Sei que a intenção é boa, que a revolta tem uma substância civil autêntica, então se sentir ofendido com as palavras seguintes advirto que se trata de debate, de opinião, nada pessoal: mas um dia gostaria de ver alguém que espalha aqueles memes dizendo que irá deixar de trabalhar para viver com o bolsa família e/ou auxílio reclusão e/ou o recente auxílio aos viciados em crack deixar sua vida de classe média/classe média alta (palpito convictamente que 90% dessas mensagens vêm desses nichos) para viver no bairro e na casa de quem ganha bolsa família, viver como vive um viciado em crack (morar na rua e ser invisível para a sociedade e cair nas drogas é quase como não seguir um regime no contexto da classe alta em termos de tentação e falta de autocontrole) ou passar uma semaninha na cadeia ganhando esses nem mil reais por mês: QUERIA VER DEPOIS DISSO SE ARRISCAR A OPERAR O PAINTBRUSH PARA FOMENTAR MAIS UMA DESSAS MENSAGENS SEMIFASCISTAS.
É engraçado que quando uma pessoa que não tem o que comer nem onde morar (e não raro não teve nenhuma chance de mudar isso) passa por nós na rua, ninguém se impressiona que se trate de um ser humano; a surpresa vem somente quando esse círculo vicioso culmina nalguma agressão à límpida e segura rotina do pagador de imposto, que se revolta e exige rigor máximo contra aquele animal que lhe incomoda, ao passo que reclama brandura a qualquer preço na cobrança de seus impostos (sonega, inventa consultas, divide a antena da TV).

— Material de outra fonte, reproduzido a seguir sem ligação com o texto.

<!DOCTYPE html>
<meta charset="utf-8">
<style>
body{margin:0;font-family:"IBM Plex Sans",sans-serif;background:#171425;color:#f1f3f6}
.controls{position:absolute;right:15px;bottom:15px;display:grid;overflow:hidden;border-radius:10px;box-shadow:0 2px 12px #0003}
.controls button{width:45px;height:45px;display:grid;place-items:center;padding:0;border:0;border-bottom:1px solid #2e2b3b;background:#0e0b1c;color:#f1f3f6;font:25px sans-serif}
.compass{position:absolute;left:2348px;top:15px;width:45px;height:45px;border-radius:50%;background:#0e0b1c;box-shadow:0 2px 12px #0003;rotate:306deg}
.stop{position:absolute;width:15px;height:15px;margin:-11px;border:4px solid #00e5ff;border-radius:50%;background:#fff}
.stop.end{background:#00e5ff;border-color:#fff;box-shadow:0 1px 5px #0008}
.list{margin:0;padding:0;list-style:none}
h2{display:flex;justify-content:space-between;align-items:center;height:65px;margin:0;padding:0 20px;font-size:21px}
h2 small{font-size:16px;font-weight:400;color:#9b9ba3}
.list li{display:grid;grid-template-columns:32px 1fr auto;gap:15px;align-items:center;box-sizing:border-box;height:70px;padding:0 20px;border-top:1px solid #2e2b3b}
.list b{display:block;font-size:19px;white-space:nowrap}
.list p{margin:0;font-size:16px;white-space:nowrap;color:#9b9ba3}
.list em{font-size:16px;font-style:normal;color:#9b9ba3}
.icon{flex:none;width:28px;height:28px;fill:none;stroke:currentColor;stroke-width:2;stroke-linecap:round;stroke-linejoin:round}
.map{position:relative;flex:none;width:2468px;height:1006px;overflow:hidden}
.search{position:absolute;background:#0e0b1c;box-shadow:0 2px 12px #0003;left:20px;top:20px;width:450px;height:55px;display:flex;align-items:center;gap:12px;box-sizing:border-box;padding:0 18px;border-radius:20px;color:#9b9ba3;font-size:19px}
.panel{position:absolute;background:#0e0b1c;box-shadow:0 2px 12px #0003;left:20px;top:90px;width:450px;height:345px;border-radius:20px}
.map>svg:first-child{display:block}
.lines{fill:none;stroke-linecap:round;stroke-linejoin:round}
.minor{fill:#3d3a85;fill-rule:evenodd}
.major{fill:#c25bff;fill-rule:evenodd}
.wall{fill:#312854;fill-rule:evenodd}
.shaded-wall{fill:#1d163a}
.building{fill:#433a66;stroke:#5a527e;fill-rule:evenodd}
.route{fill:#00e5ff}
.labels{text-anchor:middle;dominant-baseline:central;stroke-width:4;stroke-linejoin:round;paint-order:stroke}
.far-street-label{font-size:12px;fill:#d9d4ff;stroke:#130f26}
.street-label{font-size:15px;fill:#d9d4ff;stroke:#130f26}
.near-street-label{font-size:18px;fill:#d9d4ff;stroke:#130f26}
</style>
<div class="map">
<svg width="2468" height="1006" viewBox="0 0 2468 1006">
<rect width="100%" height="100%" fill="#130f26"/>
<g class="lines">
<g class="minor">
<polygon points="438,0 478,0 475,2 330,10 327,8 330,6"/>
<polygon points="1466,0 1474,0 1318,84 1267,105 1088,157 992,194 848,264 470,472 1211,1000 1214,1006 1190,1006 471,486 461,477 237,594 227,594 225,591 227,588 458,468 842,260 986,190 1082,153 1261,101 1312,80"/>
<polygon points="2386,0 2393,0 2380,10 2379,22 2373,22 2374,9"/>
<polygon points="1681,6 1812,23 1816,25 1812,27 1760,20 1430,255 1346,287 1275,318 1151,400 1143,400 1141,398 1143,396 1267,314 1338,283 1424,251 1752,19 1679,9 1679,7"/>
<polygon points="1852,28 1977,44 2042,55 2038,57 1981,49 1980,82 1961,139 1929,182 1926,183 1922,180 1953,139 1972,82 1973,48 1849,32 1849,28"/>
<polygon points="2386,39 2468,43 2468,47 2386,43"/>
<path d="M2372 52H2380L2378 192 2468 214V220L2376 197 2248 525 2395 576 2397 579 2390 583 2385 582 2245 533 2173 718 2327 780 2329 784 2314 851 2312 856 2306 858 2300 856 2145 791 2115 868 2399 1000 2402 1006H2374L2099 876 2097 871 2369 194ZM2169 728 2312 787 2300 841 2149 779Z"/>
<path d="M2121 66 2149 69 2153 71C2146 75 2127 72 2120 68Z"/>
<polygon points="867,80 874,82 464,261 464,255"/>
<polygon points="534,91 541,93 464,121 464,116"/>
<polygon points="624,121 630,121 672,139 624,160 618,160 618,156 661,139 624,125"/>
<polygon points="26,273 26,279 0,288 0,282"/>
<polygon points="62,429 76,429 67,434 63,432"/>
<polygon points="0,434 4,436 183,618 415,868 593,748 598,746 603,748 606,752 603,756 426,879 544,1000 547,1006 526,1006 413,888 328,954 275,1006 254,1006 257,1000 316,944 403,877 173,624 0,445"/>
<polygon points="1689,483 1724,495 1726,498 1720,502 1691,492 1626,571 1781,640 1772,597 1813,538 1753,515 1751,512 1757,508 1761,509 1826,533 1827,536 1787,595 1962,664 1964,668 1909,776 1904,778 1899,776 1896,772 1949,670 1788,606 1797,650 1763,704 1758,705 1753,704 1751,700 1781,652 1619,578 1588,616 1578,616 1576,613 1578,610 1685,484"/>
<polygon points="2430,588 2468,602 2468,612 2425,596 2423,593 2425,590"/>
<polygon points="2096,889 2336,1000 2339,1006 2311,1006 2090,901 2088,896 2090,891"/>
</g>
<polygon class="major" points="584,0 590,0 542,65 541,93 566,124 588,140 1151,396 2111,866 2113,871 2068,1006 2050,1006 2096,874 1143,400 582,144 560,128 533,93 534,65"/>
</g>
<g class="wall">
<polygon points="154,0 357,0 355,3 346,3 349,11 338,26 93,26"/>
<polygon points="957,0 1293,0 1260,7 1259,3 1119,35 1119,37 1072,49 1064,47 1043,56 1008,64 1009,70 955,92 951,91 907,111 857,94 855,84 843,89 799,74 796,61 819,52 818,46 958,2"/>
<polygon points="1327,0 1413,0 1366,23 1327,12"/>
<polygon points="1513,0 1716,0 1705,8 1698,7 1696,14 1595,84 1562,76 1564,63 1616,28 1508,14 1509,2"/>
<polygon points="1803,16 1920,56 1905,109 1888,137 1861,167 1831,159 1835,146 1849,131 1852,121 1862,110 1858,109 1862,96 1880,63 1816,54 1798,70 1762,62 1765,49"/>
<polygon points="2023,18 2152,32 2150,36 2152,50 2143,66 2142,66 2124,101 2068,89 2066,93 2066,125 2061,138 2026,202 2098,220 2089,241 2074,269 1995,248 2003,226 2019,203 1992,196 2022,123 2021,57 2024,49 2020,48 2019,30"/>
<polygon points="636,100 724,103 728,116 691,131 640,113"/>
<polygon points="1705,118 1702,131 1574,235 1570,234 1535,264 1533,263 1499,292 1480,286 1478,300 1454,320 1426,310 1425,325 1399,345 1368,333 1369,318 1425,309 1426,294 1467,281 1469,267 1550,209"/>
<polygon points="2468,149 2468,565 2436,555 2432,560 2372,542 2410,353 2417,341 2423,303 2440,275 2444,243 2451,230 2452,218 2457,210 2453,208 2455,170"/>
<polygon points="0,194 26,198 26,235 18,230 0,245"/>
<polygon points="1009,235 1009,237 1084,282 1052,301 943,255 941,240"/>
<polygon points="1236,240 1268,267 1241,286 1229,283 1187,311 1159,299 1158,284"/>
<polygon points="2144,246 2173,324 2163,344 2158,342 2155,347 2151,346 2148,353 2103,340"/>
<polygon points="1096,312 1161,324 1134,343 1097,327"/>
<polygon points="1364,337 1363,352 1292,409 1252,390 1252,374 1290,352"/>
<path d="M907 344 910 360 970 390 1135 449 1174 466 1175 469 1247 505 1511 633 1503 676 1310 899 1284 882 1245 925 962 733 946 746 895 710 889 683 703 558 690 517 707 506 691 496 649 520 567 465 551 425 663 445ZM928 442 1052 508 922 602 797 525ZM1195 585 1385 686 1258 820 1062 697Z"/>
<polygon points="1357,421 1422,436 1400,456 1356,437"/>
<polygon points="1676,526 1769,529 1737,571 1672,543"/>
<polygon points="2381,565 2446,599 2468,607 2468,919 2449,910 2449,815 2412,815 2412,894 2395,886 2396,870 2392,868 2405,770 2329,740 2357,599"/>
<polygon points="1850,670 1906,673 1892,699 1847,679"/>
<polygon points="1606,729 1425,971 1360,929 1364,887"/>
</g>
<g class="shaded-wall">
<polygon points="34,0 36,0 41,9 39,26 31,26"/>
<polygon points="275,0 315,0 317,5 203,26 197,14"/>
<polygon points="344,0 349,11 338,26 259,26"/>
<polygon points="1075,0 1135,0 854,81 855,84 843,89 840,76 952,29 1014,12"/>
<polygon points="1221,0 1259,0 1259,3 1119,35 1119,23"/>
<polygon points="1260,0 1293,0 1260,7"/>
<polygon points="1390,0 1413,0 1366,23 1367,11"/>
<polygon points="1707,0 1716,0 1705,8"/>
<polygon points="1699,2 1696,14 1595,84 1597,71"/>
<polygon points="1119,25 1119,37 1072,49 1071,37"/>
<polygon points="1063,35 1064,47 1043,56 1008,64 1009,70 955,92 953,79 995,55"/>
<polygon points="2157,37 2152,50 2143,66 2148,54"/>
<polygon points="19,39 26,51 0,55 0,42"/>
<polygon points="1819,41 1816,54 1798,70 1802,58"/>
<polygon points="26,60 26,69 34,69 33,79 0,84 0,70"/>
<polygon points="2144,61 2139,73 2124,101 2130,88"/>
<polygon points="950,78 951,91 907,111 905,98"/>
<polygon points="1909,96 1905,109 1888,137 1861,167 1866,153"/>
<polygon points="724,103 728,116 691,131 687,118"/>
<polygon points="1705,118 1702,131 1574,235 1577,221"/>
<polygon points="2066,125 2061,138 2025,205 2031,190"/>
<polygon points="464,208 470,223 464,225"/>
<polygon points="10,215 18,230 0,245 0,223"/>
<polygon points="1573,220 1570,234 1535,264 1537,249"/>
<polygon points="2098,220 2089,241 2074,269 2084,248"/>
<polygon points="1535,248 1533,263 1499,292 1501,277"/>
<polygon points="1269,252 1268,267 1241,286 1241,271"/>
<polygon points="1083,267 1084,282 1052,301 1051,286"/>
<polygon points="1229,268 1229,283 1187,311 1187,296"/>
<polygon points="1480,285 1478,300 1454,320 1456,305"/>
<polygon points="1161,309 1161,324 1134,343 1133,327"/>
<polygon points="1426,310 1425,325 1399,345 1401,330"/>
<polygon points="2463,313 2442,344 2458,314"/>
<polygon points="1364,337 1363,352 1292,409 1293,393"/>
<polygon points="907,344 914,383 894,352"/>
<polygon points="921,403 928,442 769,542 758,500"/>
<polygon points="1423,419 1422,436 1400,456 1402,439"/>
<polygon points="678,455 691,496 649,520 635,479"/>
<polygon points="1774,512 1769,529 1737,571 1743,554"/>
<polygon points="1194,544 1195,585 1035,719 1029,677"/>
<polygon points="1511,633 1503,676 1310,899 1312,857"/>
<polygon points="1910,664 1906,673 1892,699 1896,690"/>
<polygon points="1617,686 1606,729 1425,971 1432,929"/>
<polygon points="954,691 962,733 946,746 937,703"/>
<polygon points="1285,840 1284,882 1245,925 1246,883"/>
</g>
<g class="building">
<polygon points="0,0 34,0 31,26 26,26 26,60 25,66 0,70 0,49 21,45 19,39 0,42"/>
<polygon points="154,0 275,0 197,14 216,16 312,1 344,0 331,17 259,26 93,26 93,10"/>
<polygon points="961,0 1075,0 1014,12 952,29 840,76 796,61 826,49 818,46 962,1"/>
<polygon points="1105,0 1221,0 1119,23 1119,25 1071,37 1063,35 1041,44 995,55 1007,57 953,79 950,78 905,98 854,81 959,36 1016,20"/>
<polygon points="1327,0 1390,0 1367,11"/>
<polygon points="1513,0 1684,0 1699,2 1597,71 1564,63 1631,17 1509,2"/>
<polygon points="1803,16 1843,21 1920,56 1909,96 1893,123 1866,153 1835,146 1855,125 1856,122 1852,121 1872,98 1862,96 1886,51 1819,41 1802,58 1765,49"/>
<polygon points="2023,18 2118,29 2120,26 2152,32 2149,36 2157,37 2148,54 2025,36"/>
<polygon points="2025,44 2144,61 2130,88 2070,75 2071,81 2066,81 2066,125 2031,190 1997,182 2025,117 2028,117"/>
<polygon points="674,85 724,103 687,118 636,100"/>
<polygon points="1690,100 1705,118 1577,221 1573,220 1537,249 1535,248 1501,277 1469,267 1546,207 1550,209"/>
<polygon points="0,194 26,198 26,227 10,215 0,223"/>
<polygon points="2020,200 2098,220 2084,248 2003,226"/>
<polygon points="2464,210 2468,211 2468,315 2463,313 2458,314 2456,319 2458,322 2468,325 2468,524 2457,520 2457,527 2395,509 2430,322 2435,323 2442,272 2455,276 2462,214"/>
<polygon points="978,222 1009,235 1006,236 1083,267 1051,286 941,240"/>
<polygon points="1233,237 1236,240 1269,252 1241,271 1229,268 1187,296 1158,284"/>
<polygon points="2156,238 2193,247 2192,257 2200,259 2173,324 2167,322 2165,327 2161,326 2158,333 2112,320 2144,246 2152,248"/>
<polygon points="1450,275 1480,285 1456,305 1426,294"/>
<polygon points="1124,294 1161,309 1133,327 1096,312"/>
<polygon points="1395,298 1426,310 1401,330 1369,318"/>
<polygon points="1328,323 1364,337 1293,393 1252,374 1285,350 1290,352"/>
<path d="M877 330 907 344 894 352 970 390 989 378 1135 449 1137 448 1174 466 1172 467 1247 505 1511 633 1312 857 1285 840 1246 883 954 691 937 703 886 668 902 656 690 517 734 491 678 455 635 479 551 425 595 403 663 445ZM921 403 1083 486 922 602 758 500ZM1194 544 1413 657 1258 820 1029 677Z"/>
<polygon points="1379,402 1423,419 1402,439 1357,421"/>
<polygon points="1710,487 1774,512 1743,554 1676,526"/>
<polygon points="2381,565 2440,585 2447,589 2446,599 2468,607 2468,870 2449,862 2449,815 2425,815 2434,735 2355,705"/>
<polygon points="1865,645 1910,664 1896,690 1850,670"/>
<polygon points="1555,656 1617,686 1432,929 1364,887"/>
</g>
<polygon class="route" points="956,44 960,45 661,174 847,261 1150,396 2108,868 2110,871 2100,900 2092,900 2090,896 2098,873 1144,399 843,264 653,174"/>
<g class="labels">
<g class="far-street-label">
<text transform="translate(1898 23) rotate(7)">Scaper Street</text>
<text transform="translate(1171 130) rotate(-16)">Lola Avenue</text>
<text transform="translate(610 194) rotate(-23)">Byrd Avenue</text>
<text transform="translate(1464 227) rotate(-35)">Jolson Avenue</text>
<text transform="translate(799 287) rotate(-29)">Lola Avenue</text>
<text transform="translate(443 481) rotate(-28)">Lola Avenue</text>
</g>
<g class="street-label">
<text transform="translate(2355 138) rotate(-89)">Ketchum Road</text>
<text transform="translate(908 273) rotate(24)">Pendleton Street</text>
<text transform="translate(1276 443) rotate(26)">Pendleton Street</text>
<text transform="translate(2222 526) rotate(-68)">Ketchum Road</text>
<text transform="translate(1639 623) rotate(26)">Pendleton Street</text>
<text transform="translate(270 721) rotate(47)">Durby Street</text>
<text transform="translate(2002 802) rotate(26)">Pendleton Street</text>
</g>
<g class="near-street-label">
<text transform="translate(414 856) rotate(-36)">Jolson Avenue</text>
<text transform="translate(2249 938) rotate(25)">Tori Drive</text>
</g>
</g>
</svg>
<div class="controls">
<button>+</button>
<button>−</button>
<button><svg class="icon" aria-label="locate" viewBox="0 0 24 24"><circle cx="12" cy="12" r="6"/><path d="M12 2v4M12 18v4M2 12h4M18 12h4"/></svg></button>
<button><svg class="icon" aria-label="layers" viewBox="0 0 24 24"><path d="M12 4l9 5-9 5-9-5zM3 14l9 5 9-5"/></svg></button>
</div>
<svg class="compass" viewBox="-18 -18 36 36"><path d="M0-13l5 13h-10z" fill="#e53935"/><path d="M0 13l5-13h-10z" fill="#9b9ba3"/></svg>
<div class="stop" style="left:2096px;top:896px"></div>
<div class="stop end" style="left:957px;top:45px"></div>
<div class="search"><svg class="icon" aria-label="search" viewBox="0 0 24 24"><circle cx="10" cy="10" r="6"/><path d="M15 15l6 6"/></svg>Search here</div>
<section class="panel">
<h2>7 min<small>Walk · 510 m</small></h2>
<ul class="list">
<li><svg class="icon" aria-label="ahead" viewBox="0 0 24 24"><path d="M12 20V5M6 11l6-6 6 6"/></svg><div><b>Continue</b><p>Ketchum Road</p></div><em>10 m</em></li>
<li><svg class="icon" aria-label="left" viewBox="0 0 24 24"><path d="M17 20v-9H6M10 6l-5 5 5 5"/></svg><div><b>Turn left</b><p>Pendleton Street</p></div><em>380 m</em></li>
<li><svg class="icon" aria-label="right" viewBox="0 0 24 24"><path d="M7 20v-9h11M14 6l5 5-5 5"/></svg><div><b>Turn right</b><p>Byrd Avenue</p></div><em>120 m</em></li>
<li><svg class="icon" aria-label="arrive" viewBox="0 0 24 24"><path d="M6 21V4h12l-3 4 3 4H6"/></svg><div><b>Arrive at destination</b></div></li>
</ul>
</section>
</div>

Evidentemente não falo de casos extremos, pois não temos de nos basear nas exceções, embora não possam de maneira nenhuma ser desprezadas. Mas a generalização revela uma falta de empatia quase inacreditável para o nosso nível de civilização, uma blindagem da própria pele, preguiçosa, acomodada, sem a delicadeza originada no nosso polegar opositor, sem a relatividade incontornável cercante de todo assunto.